Beberapa kali penulis mendapati ada di kalangan para santri pesantren yang mempunyai nama kurang bagus atau kurang islami, maka penulis mengajaknya berdialog ringan, jika mereka berkenan maka akan diberi nama baru yang lebih memiliki makna atau yang lebih indah dan islami.

Misalnya, nama Dedik diganti dengan Hadi (pembimbing). Mulyono diganti menjadi Musyarraf (terhormat). Ismato dirubah jadi Isamil (nama Nabi). Suryadi diganti dengan Syamsuddin (penerang agama), dan sebagainya. Penulis juga biasanya memberi bumbu ucapan, bahwa nama baru ini lebih cocok kalau kelak mereka menjadi ustadz..

Walaupun bukan berarti nama aslinya itu tidak cocok untuk dirinya, atau untuk panggilan keustadzan, namun lisan dan telinga masyarakat khususnya di kalangan pesantren, akan lebih familiar memanggil Ustadz Hadi daripada Ustadz Dedik, Ustadz Musyarraf daripada Ustadz Mulyono, Kyai Ismail daripada Kyai Ismanto, Syekh Syamsuddin daripada Syekh Suryadi, demikian dan seterusnya.

Sy.
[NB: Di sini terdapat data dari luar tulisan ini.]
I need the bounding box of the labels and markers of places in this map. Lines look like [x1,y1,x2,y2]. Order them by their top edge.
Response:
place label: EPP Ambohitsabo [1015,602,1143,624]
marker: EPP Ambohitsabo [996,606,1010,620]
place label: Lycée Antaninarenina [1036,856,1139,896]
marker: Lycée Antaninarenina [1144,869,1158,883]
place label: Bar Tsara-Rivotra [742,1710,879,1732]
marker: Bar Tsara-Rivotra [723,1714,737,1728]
Usamah ibnu Akhdari RA pernah memaparkan bahwa di antara rombongan yang menghadap Nabi Muhammad SAW ada seorang laki-laki yang bernama Ashram.

Rasulullah SAW bertanya kepadanya, “Siapakah namamu?”

Laki-laki itu menjawab, “Ashram (putus).”

Nabi Muhammad SAW bersabda, “Tidak, engkau (kuberi nama) Zur’ah (tumbuh).” (HR. Abu Dawud)

Pernah juga Sy. Masruq bercerita bahwa ia bertemu dengan Khalifah Umar RA, lalu beliau bertanya, “Siapa namamu?”

Ia menjawab, “Masruq ibnu Ajda.”

Khalifah Umar RA memberitahukan, aku pernah mendengar Rasulullah SAW bersabda, “Al-Ajda’ adalah nama setan.” (HR. Abu Dawud).

Suatu saat, penulis bertemu dengan seseorang yang memperkenalkan diri dengan nama Ibnu Jaran (artinya anak kuda, dalam bahasa Jawa), maka penulis mengajaknya bicara dari hati ke hati, kalau penulis akan memberinya nama baru yang lebih layak. Semula, penulis berpikir mungkin hanya perlu diganti harakatnya saja menjadi Ibnu Jiran, namun penulis jadi tersenyum sendiri, karena arti Ibnu Jiran itu adalah anak tetangga, bisa-bisa dianggap anak zina hasil selingkuhan dengan tetangga. Akhirnya penulis menggantinya dengan nama Ghufran (ampunan).

Menurut Sy. Ibnu Umar RA, semula anaknya diberi nama Ashiyah (berdosa), lalu nama itu diganti oleh Rasulullah SAW dengan Jamilah (cantik). (HR. At-Tirmidzi).